Sunday, August 7, 2011

Why talk about global justice on the anniversary of 9/11?

by Martha Nussbaum

The Chronicle of Higher Education

August 7, 2011

Well, why not? It is a day when people, immersed in busy lives, may actually stop to think in ways that they usually don't. So why not talk about a vitally important topic that usually occupies too little of most people's time? Indeed, shortly after September 11, 2001, I wrote that it might be that disaster itself that would force people's imaginations outward, getting Americans, often so insular, to learn more about the developing world and its problems, since now those other parts of the world had impinged on our own safety.

But here are two discouraging facts about the moral imagination: It is typically narrow, focused on people and things that affect one's own daily life. And it is easily engaged by sensational singular events, rather than by long-term mundane patterns. Adam Smith, in The Theory of Moral Sentiments, drew attention to both defects when he talked about how an earthquake in China would initially arouse great compassion in a "man of humanity" in Europe—until daily life returned with its predictable self-focused events and that same man found himself caring more about a pain in his own finger than about the deaths of a million people he had never met.
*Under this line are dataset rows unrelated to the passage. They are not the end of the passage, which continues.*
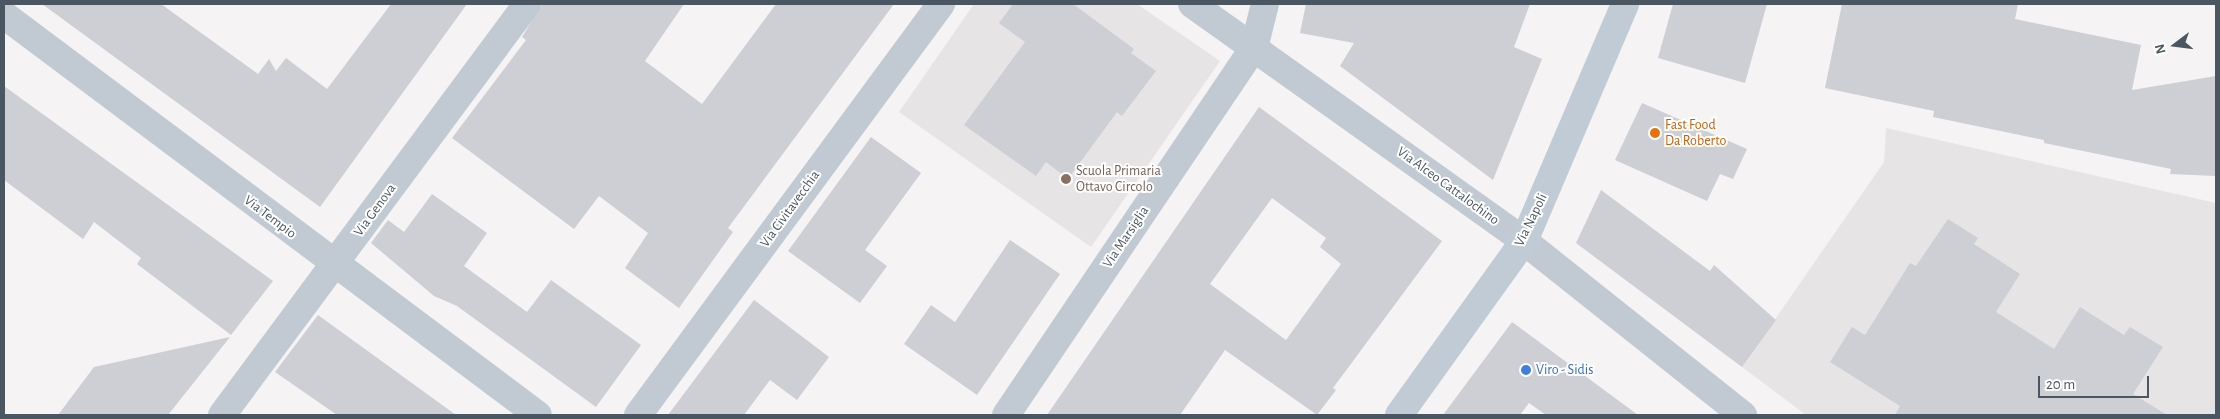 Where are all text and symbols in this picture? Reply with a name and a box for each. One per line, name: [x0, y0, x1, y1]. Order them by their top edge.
north arrow: [2150, 20, 2200, 70]
text: N: [2152, 42, 2169, 55]
place label: Fast Food Da Roberto: [1665, 117, 1726, 150]
marker: Fast Food Da Roberto: [1649, 127, 1661, 139]
street label: Via Alceo Cattalochino: [1394, 143, 1502, 229]
place label: Scuola Primaria Ottavo Circolo: [1076, 163, 1161, 196]
street label: Via Civitavecchia: [756, 167, 824, 251]
marker: Scuola Primaria Ottavo Circolo: [1060, 173, 1072, 185]
street label: Via Genova: [350, 181, 400, 239]
street label: Via Napoli: [1511, 191, 1551, 249]
street label: Via Tempio: [241, 192, 299, 242]
street label: Via Marsiglia: [1099, 203, 1153, 271]
place label: Viro - Sidis: [1536, 362, 1593, 378]
marker: Viro - Sidis: [1520, 364, 1532, 376]
scale bar: [2040, 366, 2151, 398]
text: 20 m: [2046, 377, 2075, 392] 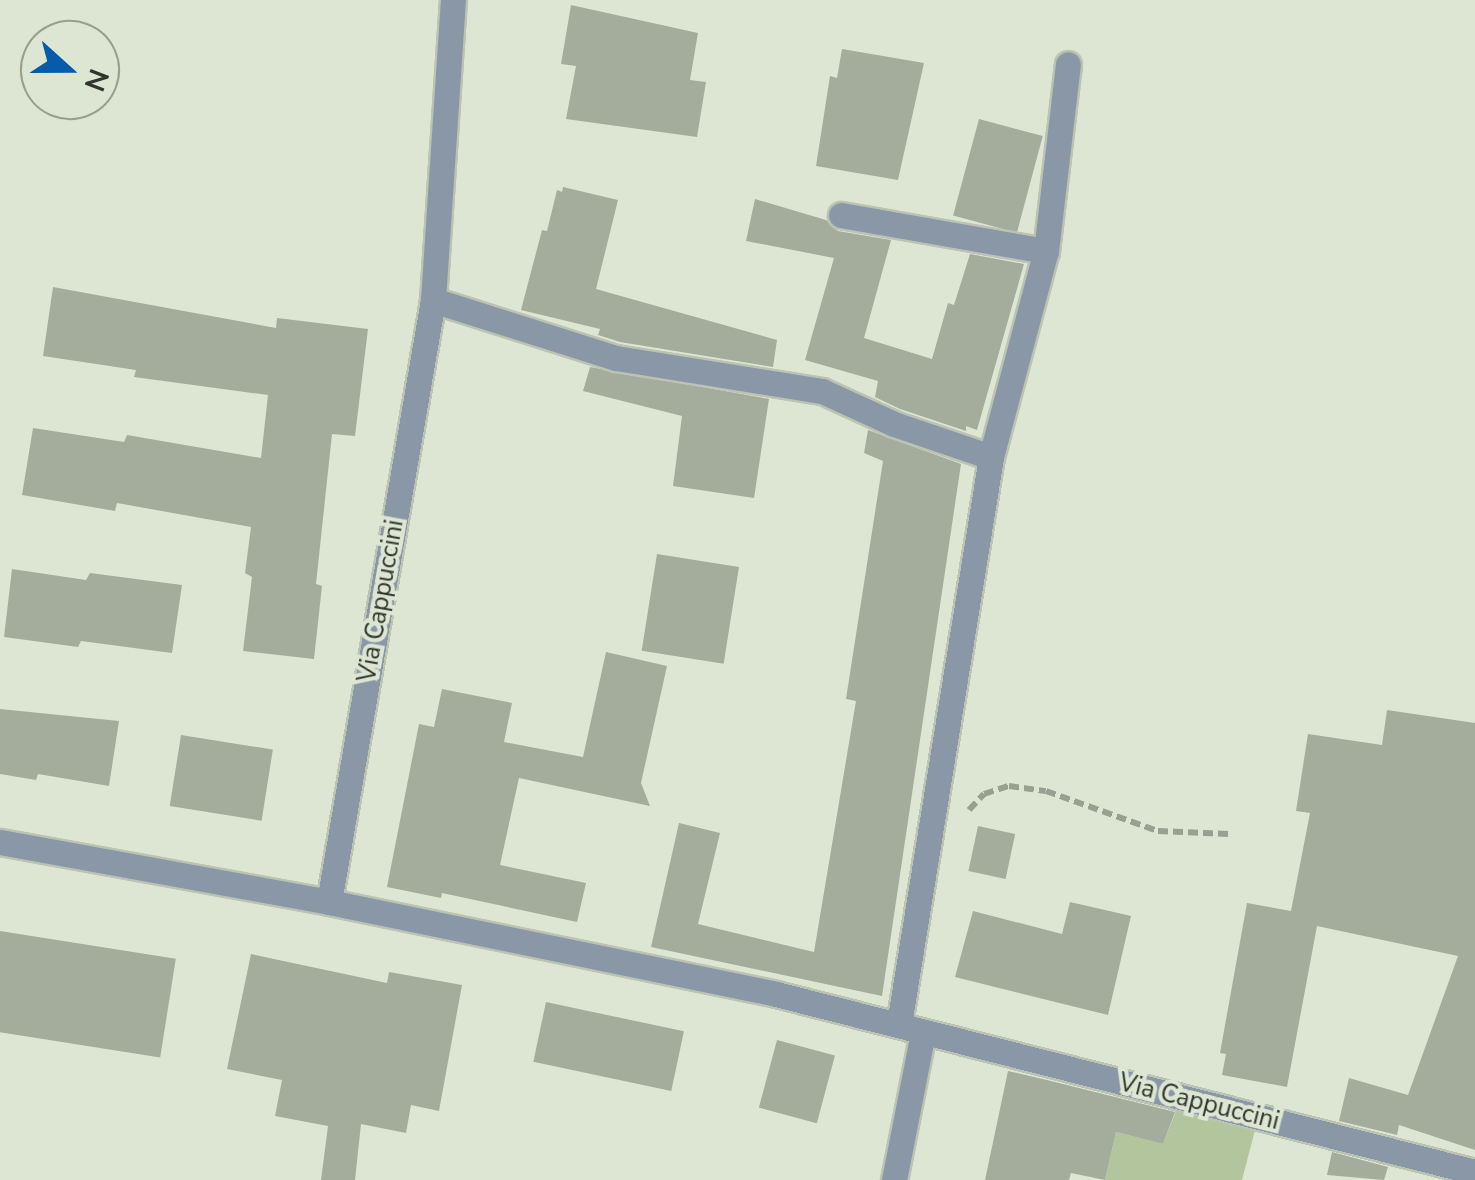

By now we know that Smith was right. Studies of our primate heritage (especially by Frans de Waal of Emory University) have shown that the capacity for compassion is one that we share with a number of species. Meanwhile, studies of human infants (particularly by Paul Bloom of Yale University) have demonstrated that from a very early age we are adept "mind readers," able to see the world from someone else's viewpoint. But, like apes, we humans typically deploy our compassion narrowly, with favoritism to ourselves and our circle of relations. And a disaster befalling some particular person whom we vividly imagine often has more force in guiding behavior than a general principle about who is worthy of help and when.